Sunday 12 April 2015

My year in art 2014 - I

It’s usually one of my favourite postings at the end of every year to look back over my “best of”.  I sit and dig through my growing stash of programmes and festival brochures to remember what I loved best.  

The 2014 event list has been sitting in my journal since January, but it’s taken me some time to understand why this posting was so hard for me to get going – and also why it became so important for me to still write it even though 2014 is so far gone. My year in art in 2014 was essentially a “worst of”. I had a horrible year.  I did a lot of cool things (list below), but overall it was a painful time that made me doubt myself, my work and my life choices.

I began the year in severe burnout from 2013. I had somehow survived several crisis-fraught creations and volunteer projects in between heavy duty creation and touring with other productions and festival administration. When 2014 arrived, my sensible annual resolution was to permit myself not to make any new work for at least six months.  I thought about the future, my family and my artistic work. 

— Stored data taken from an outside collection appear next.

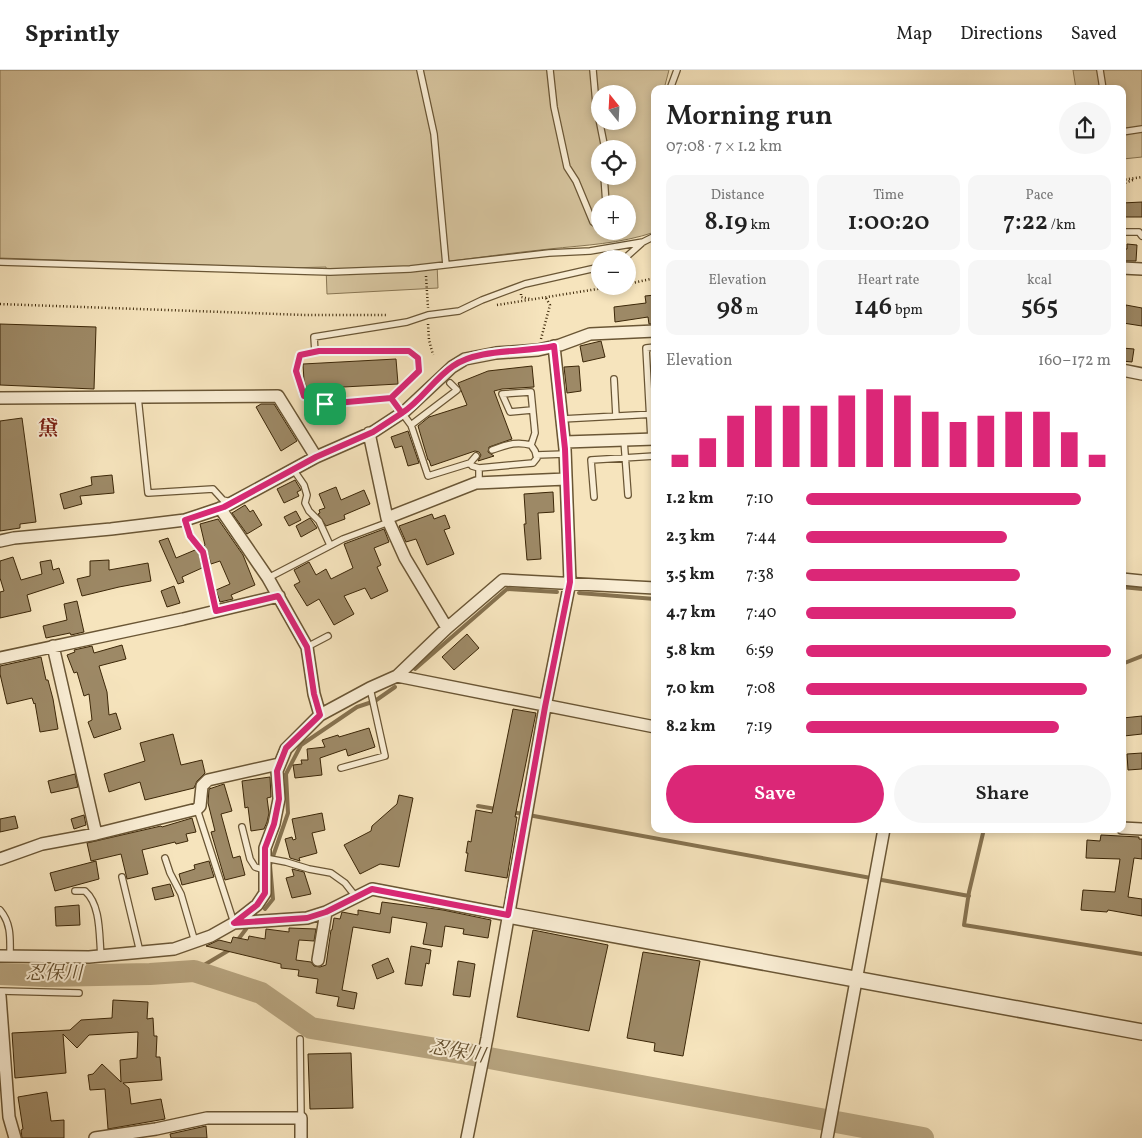 <!DOCTYPE html>
<meta charset="utf-8">
<style>
body{margin:0;font-family:Vollkorn,"Noto Serif JP",serif;background:#f6f6f6;color:#222;height:100vh;display:flex;flex-direction:column;font-size:19px;white-space:nowrap}
*{box-sizing:border-box;margin:0}
p{font-size:16px;color:#767676}
.icon{flex:none;width:28px;height:28px;fill:none;stroke:currentColor;stroke-width:2;stroke-linecap:round;stroke-linejoin:round}
.map{position:relative;flex:1;overflow:hidden}
.side{position:absolute;left:651px;top:15px;width:475px;height:748px;display:flex;flex-direction:column;background:#fff;border-radius:10px;box-shadow:0 2px 8px #0003}
.side>*{flex:none}
.needle{width:32px;rotate:342deg}
.tools{position:absolute;left:591px;top:15px;display:grid;gap:10px}
.tools a{display:grid;place-items:center;width:45px;height:45px;border-radius:50%;background:#fff;box-shadow:0 2px 8px #0003;font-size:25px}
.pin{position:absolute;display:grid;place-items:center;width:42px;height:42px;color:#fff;margin:-21px;border-radius:10px;box-shadow:0 2px 8px #0006}
.round{display:grid;place-items:center;flex:none;width:52px;height:52px;border-radius:26px;background:#f6f6f6}
.summary{display:flex;align-items:center;justify-content:space-between;height:85px;padding:0 15px}
h1{font-size:28px;font-weight:600;line-height:38px}
.figures{display:grid;grid-template-columns:repeat(3,1fr);gap:8px;height:85px;padding:5px 15px}
.figures div{display:grid;align-content:center;border-radius:10px;background:#f6f6f6;text-align:center}
.figures b{font-size:25px;font-weight:600}
.figures small{font-size:14px;font-weight:400}
.figures p{font-size:14px}
.chart{height:140px;padding:10px 15px}
.chart p{display:flex;justify-content:space-between}
.chart svg{width:100%;height:90px;margin-top:5px;stroke:#db2777;stroke-width:6}
.action{display:flex;gap:10px;margin-top:auto;padding:10px 15px}
.action a{flex:1;height:58px;border-radius:30px;background:#db2777;color:#fff;font-size:20px;font-weight:600;line-height:58px;text-align:center}
.action a+a{background:#f6f6f6;color:#222}
ul{padding:0 15px;list-style:none;font-size:16px}
li{display:grid;grid-template-columns:80px 60px 1fr;align-items:center;height:38px}
li i{height:12px;border-radius:6px;background:#db2777}
header{display:flex;align-items:center;gap:30px;box-sizing:border-box;height:70px;padding:0 25px;background:#fff;border-bottom:1px solid #e0e0e0}
header strong{font-size:24px}
nav{display:flex;gap:28px;margin-inline-start:auto;font-size:18px}
.map>svg:first-child{display:block}
.green{fill:#d6c49e;stroke:#897653;fill-rule:evenodd}
.lines{fill:none;stroke-linecap:round;stroke-linejoin:round}
.stream{stroke:#86724f;stroke-width:4}
.river{stroke:#b7a47f;stroke-width:22}
.building{fill:#9d8966;stroke:#3c2708}
.service-casing{stroke:#6a5635;stroke-width:8}
.minor-casing{stroke:#6a5635;stroke-width:14}
.tertiary-casing{stroke:#6a5635;stroke-width:18}
.path{stroke:#3c2708;stroke-width:2.5;stroke-dasharray:1 2.5;stroke-linecap:butt}
.service{stroke:#f9edd4;stroke-width:5.5}
.minor{stroke:#f9edd4;stroke-width:11}
.tertiary{stroke:#f9edd4;stroke-width:15}
.route-casing{stroke:#fff;stroke-width:10}
.route{stroke:#db2777;stroke-width:6}
.labels{text-anchor:middle;dominant-baseline:central;stroke-width:4;stroke-linejoin:round;paint-order:stroke}
.water-label{font-size:19px;font-style:italic;fill:#614c2c;stroke:#f9edd4}
.quarter-label{font-size:20px;font-weight:bold;fill:#7a1f14;stroke:#f9edd4}
</style>
<header>
<strong>Sprintly</strong>
<nav><a>Map</a><a>Directions</a><a>Saved</a></nav>
</header>
<div class="map">
<svg width="1142" height="1068" viewBox="0 0 1142 1068">
<rect width="100%" height="100%" fill="#f6e4bd"/>
<filter id="stains"><feTurbulence type="fractalNoise" baseFrequency=".004" numOctaves="4"/><feColorMatrix values="0 0 0 0 .2 0 0 0 0 .09 0 0 0 0 .02 0 0 0 .5 -.17"/></filter>
<radialGradient id="worn" r=".72"><stop offset=".6" stop-color="#630" stop-opacity="0"/><stop offset="1" stop-color="#630" stop-opacity=".3"/></radialGradient>
<path class="green" d="M0,0h669l-5,19h-9v143c-36,12 -69,13 -106,17 -38,4 -75,9 -112,14l1,25 -111,6 -1,-27 -39,1 -287,-10zM600,24h28v27h-28zM600,79h28v27h-28zM600,134h28v27h-28z
M1073,0h69v87l-19,2 -1,-70h-46z"/>
<g class="lines">
<path class="stream" d="M1122,517l20,2
M579,523l76,6
M1122,594l20,-8
M415,599l92,-80 50,3
M478,736l18,3
M512,742l457,84
M984,759l-15,63 -5,33 178,29
M265,839l8,-10 -3,-34 18,-52 -2,-39 15,-29 56,-38 18,-6 20,-14
M237,871l12,-16
M194,901l37,-22"/>
<path class="river" d="M0,904l46,2 104,-2 44,-3 67,22 50,35 162,27 450,83"/>
</g>
<path class="building" d="M1142,132v15h-20v-14z
M1127,174l10,1 -1,16h-14v-12h5z
M655,225v29h-6l-1,-7 -33,5 -1,-15 32,-4 -1,-7z
M1126,235l16,3v18l-19,-3z
M0,254l96,3 -2,62 -94,-4z
M601,271l4,16 -22,5 -3,-16z
M1122,278l12,1 -2,13 -10,-1z
M396,289l2,25 -91,5 -3,-8 -1,-17z
M532,296l2,21 -32,2 -8,2 18,48 -23,8 -1,5 6,4 -16,5 3,-6 -2,-3 -4,-1 -44,15 -2,-6h-1l-10,-34 11,-9 38,-12 -9,-22 30,-12z
M579,296l2,25 -14,2 -3,-26z
M261,334h13l23,37 -16,10 -25,-44z
M22,348l14,104 -16,2v4l-20,3v-110z
M408,361l11,32 -11,3 -6,-20 -7,2 -4,-11z
M112,405l2,18 -34,3 2,8 -18,5 -4,-15 32,-9 -1,-8z
M295,410l6,10 -4,2 2,4 -15,7 -7,-14z
M336,417l5,13 23,-10 6,14 -26,11 1,4 -19,7 -8,-12 2,-1 -1,-3 6,-2 -6,-14z
M553,422l1,20 -16,1 3,46 -14,1 -3,-36h2l-2,-30z
M245,435l5,7 3,-2 9,15 -15,9 -15,-21z
M296,441l5,9 -12,6 -5,-9z
M432,444l2,5 11,-4 5,13 -6,2 10,24 -27,11 -11,-26 -10,3 -7,-16z
M310,448l7,10 -16,9 -5,-11z
M218,449l25,36 12,30 -24,10 2,4 -13,3 -4,-12 14,-6 -10,-23 -9,3 -4,-13 -3,-5 1,-1 -5,-21z
M384,459l5,13 -15,6 7,17 -4,2 11,24 -17,8 -6,-11 -21,8 10,18 -20,11 -15,-26 -12,7 -13,-21 6,-3 -6,-12 15,-8 7,13 10,-6 5,10 22,-11 -9,-24z
M168,468l8,20 19,-8 4,4 3,14 -20,9 2,5 -6,2 -19,-43z
M13,487l8,23 21,-6 -2,-12 11,-2 2,10 6,-2 5,15 -37,12 4,16 -31,7v-26l4,-1 -4,-13v-17z
M109,490v10l39,-7 3,18 -32,6 -37,9 -5,-17 13,-3v-15z
M174,516l6,17 -13,4 -6,-16z
M77,531l7,31 -13,3 -1,-2 -24,5 -3,-12 24,-6 -3,-16z
M467,564l12,14 -25,22 -12,-13z
M122,575l4,14 -27,7 8,26 2,23 7,-2 5,16 -27,9 -6,-16 4,-2 -3,-26 -5,2 -7,-24 -3,1 -7,-18 8,-3 -1,-2 18,-4 2,7z
M41,587l5,23h2l5,19 5,30 -18,3 -5,-29 -1,1 -2,-6 -25,6 -7,-30v-8z
M513,639l23,4 -21,104h2l-10,61 -42,-7 3,-18h-2l2,-12 3,1 5,-32 16,3z
M1142,646v18l-18,2 -1,-18z
M369,658l6,19 -27,9 -2,-7 -26,9 2,17 -27,3 -2,-13 9,-1 -1,-4h7l-1,-11 18,-2 -3,-7 16,-5 1,2z
M173,664l8,31 21,-5 3,13 -8,8 -3,7 -49,12 -5,-18 -31,10 -5,-18 41,-13 -5,-18z
M1142,683v16l-14,1 -1,-16z
M75,704l3,13 -27,6 -3,-12z
M270,707l1,20 -4,1 2,15 -2,9 -3,7 -13,2 -3,-24 -3,1 -3,-27z
M224,714l8,27 -11,3 12,44 7,-2 5,19 -20,5 -14,-48 4,-1 -7,-28 1,-14z
M399,725l14,3 -14,69 -19,-3 -20,10 -16,-29 27,-14 1,-5 25,-22z
M322,743l3,17 -13,3 5,20 -18,5 1,3 -10,-3 -5,-19 7,-2 1,3 3,-1 -4,-20z
M84,745l2,10 -12,4 -3,-10z
M15,746l3,12 -18,4v-13z
M192,748l4,14 -10,2 2,7 -12,3 -1,-2 -33,8 6,24 -21,5 -6,-25 -30,7 -4,-18 74,-17 1,1z
M1101,765l38,2v2h3v20l-8,-1 -6,39 14,2v17l-34,-6 -1,2 -26,-2 2,-20 32,2 5,-33 -34,-1 1,-18 13,1z
M96,791l3,18 -44,12 -5,-18z
M209,791l5,16 -32,8 -3,-11 16,-5 -1,-4z
M292,799l12,3 7,22 -19,4 -6,-20 8,-2z
M170,814l4,12 -19,4 -3,-12z
M382,832l61,8 48,10 -3,18 -25,-4 1,-5 -19,-3 -3,21 -19,-3 4,-21 -35,-6 -2,16 -37,-6 -11,63 15,3 -3,16 -17,-3 2,-9 -23,-4 2,-14 -20,-3 1,-6 -18,-2v-4l-75,-18 13,-6 12,3 2,-6 15,3 1,-4 16,3 1,-10 23,3v-4l27,1 -2,12 -15,-1 -3,20 15,2 3,4 6,1 6,-2 5,-35h1l2,-12 6,1 2,-7 16,3v-5l22,4z
M79,835l1,20 -24,1 -1,-19z
M533,860l75,15 -19,86 -72,-14z
M411,876l20,4 -2,14 -3,-1 -4,23 -17,-2z
M643,882l57,9 -17,95 -29,-5 1,-8 -28,-5z
M388,888l6,14 -17,7 -5,-14z
M458,891l17,3 -5,33 -17,-2z
M113,930l35,2 -1,17 6,-1 1,18h3l-1,21h4l2,23 -39,3 6,5 2,16 30,-5 4,20 -57,10 -3,-40 -15,1 -2,-15 5,-1 9,-10 19,18 -1,-22 17,-2 1,-26 -49,3 -12,13 -14,-14 3,39 -51,5 -3,-45 58,-3 11,-10 31,-2z
M351,983l2,55 -43,1 -2,-55z
M47,1022l4,29 13,-1v18h-42l-1,-8 2,-1 -5,-32z
M206,1056l1,12h-36l-1,-4z"/>
<g class="lines">
<g class="service-casing">
<path id="service" d="M420,0l14,64 12,131
M550,0l4,37 13,60 9,14 17,41 7,5
M593,0l3,34 9,45
M1100,0l3,19
M670,19l7,-19
M1122,62l20,-3
M604,106l2,28
M1122,162h17l3,4
M624,189l19,-17 12,-6
M0,192l330,10 80,-3 139,-16 41,-2 53,-9
M315,282l-1,-15 93,-15 21,-7 31,-4 23,-11 43,-16 75,-17
M614,309l2,37
M138,327l10,96 65,-4 10,11 8,2
M391,328l-66,6 -21,-8 -8,-25 4,-16 19,-4h90l9,7 1,13 -28,27 20,27 17,51 42,-13
M562,349l93,-5
M411,355l46,-35 -7,-7
M651,369l-5,-91 9,-1
M624,370l4,55
M531,375l4,-12 -4,-41 -29,2 8,18 22,-2
M536,385l30,-1
M476,386l-6,7 2,3 7,2
M293,399l11,16 3,10 -2,8 4,8 10,10 11,24
M479,413v-15l54,-5 4,-5 -2,-7 -4,-6c-16,-4 -24,0 -39,5
M594,427l-3,-37 64,-4
M185,450l5,17 13,15 13,59
M268,508l75,-39 46,-17
M307,577l21,-11
M341,698l44,-12 -15,-68
M197,739l37,114
M242,757l8,32 5,8 10,3
M165,788l5,15 11,21 14,48
M265,788l21,4 23,7 22,4 14,10 11,14
M122,807l18,75
M75,821h10c16,14 14,44 16,65
M0,840c12,14 10,30 10,47
M0,921l79,2
M300,969l1,79"/>
</g>
<g class="minor-casing">
<path id="minor" d="M1122,198l20,1
M1122,300l20,4
M0,328l278,-2 38,61
M369,363l18,85 18,40 42,70
M565,372l90,-3
M220,438l48,70 39,69 7,47 6,21
M387,448l89,-35 90,-4
M0,471l14,-3 97,-9 74,-9 39,-13 92,-50 57,-25 32,-21 47,-44 13,-8 31,-6 42,-3 22,-5 30,-11 65,-3
M1122,509l20,2
M53,576l43,188
M0,588l183,-39 96,-23
M397,606l258,51
M1122,758l20,1
M0,789l42,-15 54,-10 101,-25 3,-3 2,-20 6,-6 71,-16
M234,853l73,-5 19,-6 46,-23 136,26
M0,886l89,1 85,-8 37,-13 23,-13 23,-18 8,-12v-45l9,-24 5,-25 -2,-28 9,-22 34,-34 50,-27 27,-12 50,-48 56,-48 152,8
M318,890l8,-48
M0,926l9,121 6,21
M95,1068l61,-9 51,-11h94v20
M467,1068l20,-100 58,-331 25,-125 -5,-133 -11,-103
M827,1068l57,-309"/>
</g>
<g class="tertiary-casing">
<path id="tertiary" d="M508,845l634,117"/>
</g>
<path class="path" d="M1122,110l20,-3
M1122,114l11,-4
M426,206l2,32
M628,214l27,-6
M521,224v3l9,2
M0,234l305,11h83
M497,235l119,-19
M428,254l1,16 4,15
M541,269l9,-34 -4,-7"/>
<use href="#service" class="service"/>
<use href="#minor" class="minor"/>
<use href="#tertiary" class="tertiary"/>
</g>
<g class="lines">
<g class="route-casing">
<path id="route" d="M325,334l66,-6 11,15 -29,19 -57,25 -92,50 -39,13 5,16 13,16 13,59 62,-15 29,51 7,47 6,21 -34,33 -9,23 2,28 -5,25 -9,24v45l-8,12 -23,18 73,-5 19,-6 46,-23 136,26 37,-208 25,-125 -5,-133 -11,-103c-31,7 -75,2 -101,20 -19,13 -32,35 -51,47l-11,-15 28,-27 -1,-13 -9,-7h-90l-19,4 -4,16 8,25 21,8"/>
</g>
<use href="#route" class="route"/>
</g>
<g class="labels">
<g class="water-label">
<text x="54" y="904">忍保川</text>
<text transform="translate(457 982) rotate(10)">忍保川</text>
</g>
<g class="quarter-label">
<text x="48" y="360">黛</text>
</g>
</g>
<rect width="100%" height="100%" filter="url(#stains)"/>
<rect width="100%" height="100%" fill="url(#worn)"/>
</svg>
<div class="tools">
<a><svg class="needle" viewBox="-14 -14 28 28"><path d="M0-13l5 13h-10z" fill="#e53935"/><path d="M0 13l5-13h-10z" fill="#767676"/></svg></a>
<a><svg class="icon" aria-label="locate" viewBox="0 0 24 24"><circle cx="12" cy="12" r="6"/><path d="M12 2v4M12 18v4M2 12h4M18 12h4"/></svg></a>
<a>+</a>
<a>−</a>
</div>
<div class="pin" style="left:325px;top:334px;background:#1e9e55"><svg class="icon" aria-label="arrive" viewBox="0 0 24 24"><path d="M6 21V4h12l-3 4 3 4H6"/></svg></div>
<section class="side">
<div class="summary"><div><h1>Morning run</h1><p>07:08 · 7 × 1.2 km</p></div><a class="round"><svg class="icon" aria-label="share" viewBox="0 0 24 24"><path d="M12 15V3M7 8l5-5 5 5M5 13v7h14v-7"/></svg></a></div>
<div class="figures">
<div><p>Distance</p><b>8.19<small> km</small></b></div>
<div><p>Time</p><b>1:00:20</b></div>
<div><p>Pace</p><b>7:22<small> /km</small></b></div>
</div>
<div class="figures">
<div><p>Elevation</p><b>98<small> m</small></b></div>
<div><p>Heart rate</p><b>146<small> bpm</small></b></div>
<div><p>kcal</p><b>565</b></div>
</div>
<div class="chart"><p><span>Elevation</span>160–172 m</p>
<svg viewBox="0 0 160 44" preserveAspectRatio="none"><path d="M5 44V38M15 44V30M25 44V19M35 44V14M45 44V14M55 44V14M65 44V9M75 44V6M85 44V9M95 44V17M105 44V22M115 44V19M125 44V17M135 44V17M145 44V27M155 44V38"/></svg>
</div>
<ul>
<li><b>1.2 km</b>7:10<i style="width:90%"></i></li>
<li><b>2.3 km</b>7:44<i style="width:66%"></i></li>
<li><b>3.5 km</b>7:38<i style="width:70%"></i></li>
<li><b>4.7 km</b>7:40<i style="width:69%"></i></li>
<li><b>5.8 km</b>6:59<i style="width:100%"></i></li>
<li><b>7.0 km</b>7:08<i style="width:92%"></i></li>
<li><b>8.2 km</b>7:19<i style="width:83%"></i></li>
</ul>
<div class="action"><a>Save</a><a>Share</a></div>
</section>
</div>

I decided it was time to take the leap and go and do a Masters in choreography, or I'd never take the time to jumpstart the concentration and reflection that I felt I needed.

However this ambition did not generate the head space and confidence that I’d hoped it would. The seemingly mundane act of writing and rewriting applications should not have been so difficult or different from the grant-extraction machine that I had become over the past three years.  Instead it plunged me into a puddle of anxiety over researching the most suitable choices among unfamiliar.  Struggling over the question of the wisdom of separating myself from my partner for over a year (in some cases, two years or more), and how I should organise the finances to achieve this. I reviewed a previously rejected programme application that I had submitted on a whim.  I wrestled with iMovie late into the night. I plugged some savings and hours into Goethe Institut courses. I sat in the uncomfortable expectation of sceptical eyes looking over my work and my aspirations.

I did make it to the first round of several applications and auditions. I went scrounging around affluent relatives for frequent flyer miles, and made an unthinkable series of trips (dates were non-negotiably spread out). I declined another audition when they wrote with a weeks’ notice to get to Seoul. I angsted myself into exhaustion and slipped up on several deadlines for applications and scholarship.

Then the rejections started coming in. 

Finally I was left with just one acceptance letter.  A wonderful school in London, but with an impossible school fee and living costs, and no hope of a scholarship. I did not know what to do.

My self confidence was plunging and leaking negativity into my creative work. I was convinced that I didn't want to dance anymore.  My creative well was dry and hollow. I worked alongside brilliant people and felt nothing but my own insufficiency. By my own judgement, I delivered the worst performances of my life that summer. I was an improviser who couldn’t improvise. I radioed my therapist and my shrink.

Then my loving family stepped in to the rescue! My relatives offered me funds where I hadn’t been able to get a scholarship. It was unqualified support and love. I accepted the place in London but I felt like a fraud.  I compared myself unfavourably against other Singapore alumni of the same programme. I struggled with guilt that I was abandoning and hurting my partner. I woke up in the middle of the night terrified of what a mess I was heading into.  I calculated the height from my window to the ground – something I hadn’t done in years. I wondered if I was ploughing ahead with plans to leave only because I had now accepted the money.

I scrounged for ways to be gentler to myself, to remember that it would pass. Took fragile steps towards packing my bag and queuing through airports.

Finally I arrived in the blinding sunshine in a new place. Breathing was surprisingly easy. I gave myself permission to start again.